■ TO DO ■
In the records below, count the lines that have "places" and answer with the number alone.

■ DATA SHOWN ■
──────
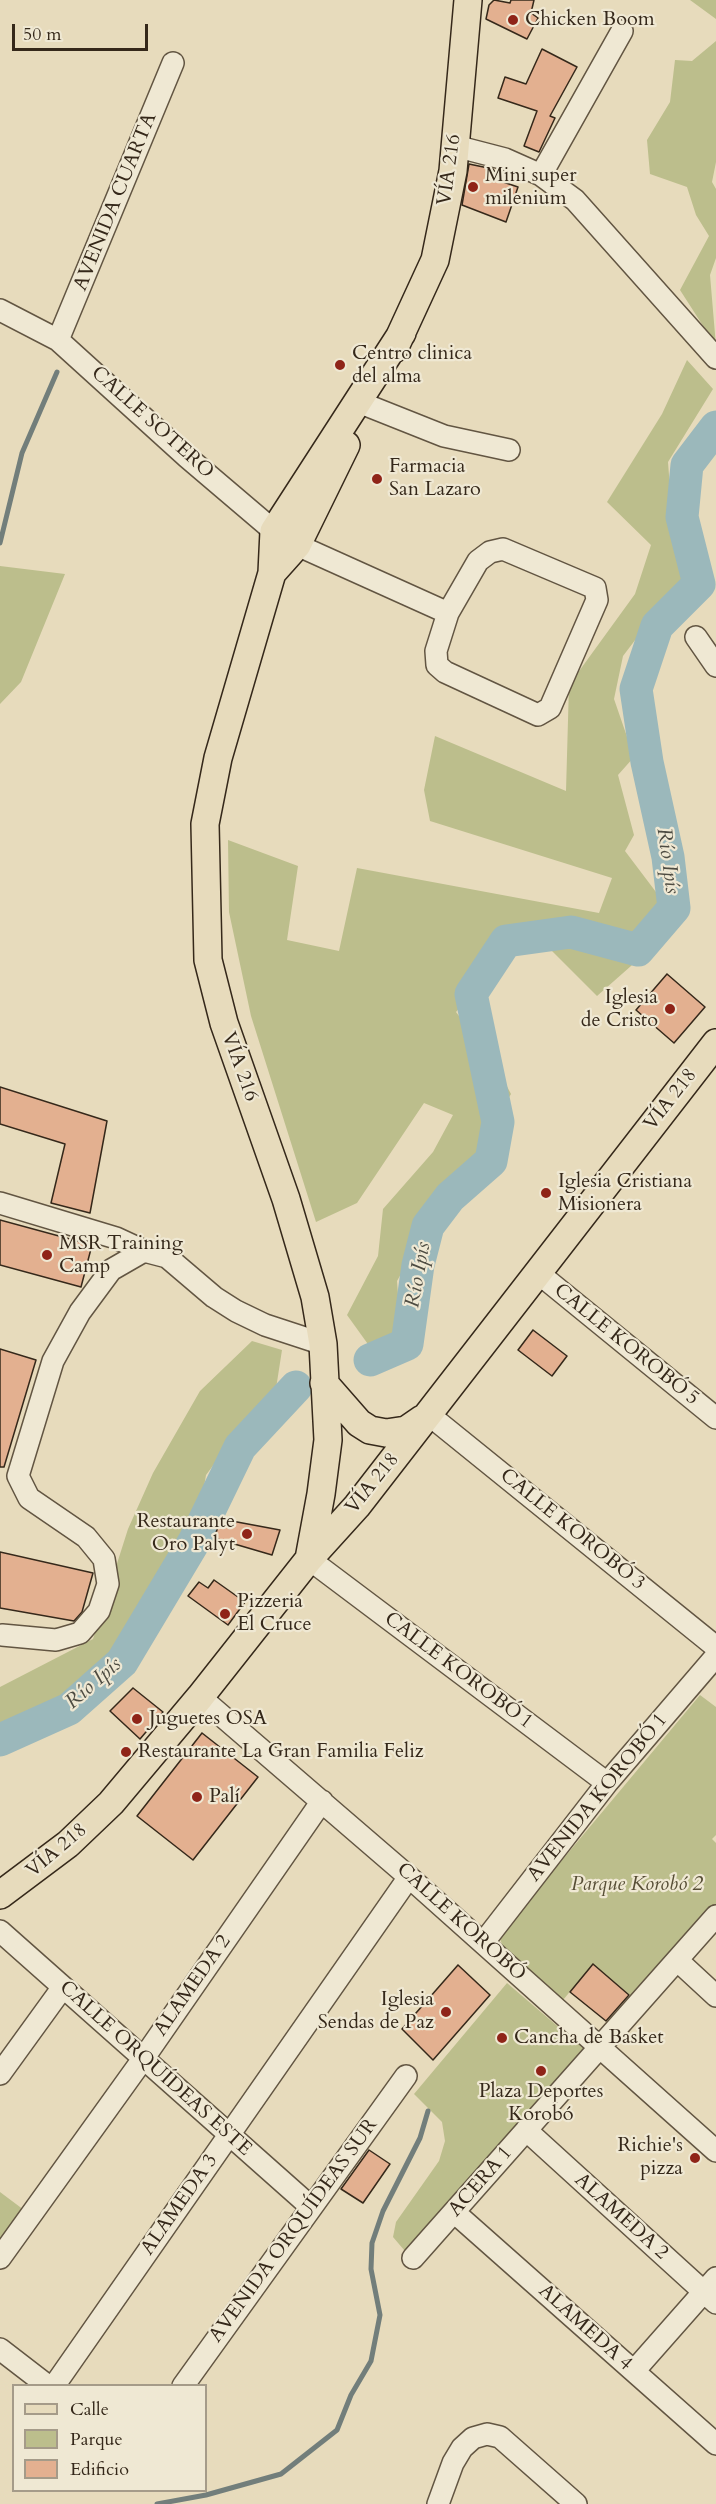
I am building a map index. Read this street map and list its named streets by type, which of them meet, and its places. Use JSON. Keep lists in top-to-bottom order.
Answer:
{
  "streets": {
    "main road": ["VÍA 216", "VÍA 218"],
    "street": [
      "AVENIDA CUARTA",
      "CALLE SOTERO",
      "CALLE KOROBÓ 5",
      "CALLE KOROBÓ 3",
      "CALLE KOROBÓ 1",
      "AVENIDA KOROBÓ 1",
      "CALLE KOROBÓ",
      "ALAMEDA 2",
      "CALLE ORQUÍDEAS ESTE",
      "ACERA 1",
      "ALAMEDA 3",
      "AVENIDA ORQUÍDEAS SUR",
      "ALAMEDA 4"
    ]
  },
  "crossings": [
    ["VÍA 216", "CALLE SOTERO"],
    ["VÍA 216", "VÍA 218"],
    ["VÍA 216", "CALLE KOROBÓ 1"],
    ["AVENIDA CUARTA", "CALLE SOTERO"],
    ["VÍA 218", "CALLE KOROBÓ 5"],
    ["VÍA 218", "CALLE KOROBÓ 3"],
    ["VÍA 218", "CALLE KOROBÓ 1"],
    ["VÍA 218", "CALLE KOROBÓ"],
    ["CALLE KOROBÓ 1", "AVENIDA KOROBÓ 1"],
    ["AVENIDA KOROBÓ 1", "CALLE KOROBÓ"],
    ["CALLE KOROBÓ", "ALAMEDA 2"],
    ["CALLE KOROBÓ", "ACERA 1"],
    ["CALLE KOROBÓ", "ALAMEDA 3"],
    ["ALAMEDA 2", "CALLE ORQUÍDEAS ESTE"],
    ["ALAMEDA 2", "ACERA 1"],
    ["CALLE ORQUÍDEAS ESTE", "ALAMEDA 3"],
    ["CALLE ORQUÍDEAS ESTE", "AVENIDA ORQUÍDEAS SUR"],
    ["ACERA 1", "ALAMEDA 4"]
  ],
  "water": ["Río Ipís"],
  "parks": ["Parque Korobó 2"],
  "places": [
    "Chicken Boom",
    "Mini super milenium",
    "Centro clinica del alma",
    "Farmacia San Lazaro",
    "Iglesia de Cristo",
    "Iglesia Cristiana Misionera",
    "MSR Training Camp",
    "Restaurante Oro Palyt",
    "Pizzeria El Cruce",
    "Juguetes OSA",
    "Restaurante La Gran Familia Feliz",
    "Palí",
    "Iglesia Sendas de Paz",
    "Cancha de Basket",
    "Plaza Deportes Korobó",
    "Richie's pizza"
  ],
  "legend": ["Calle", "Parque", "Edificio"],
  "scale_bar": "50 m"
}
──────
■ SOLUTION TO THE PROBLEM ■
2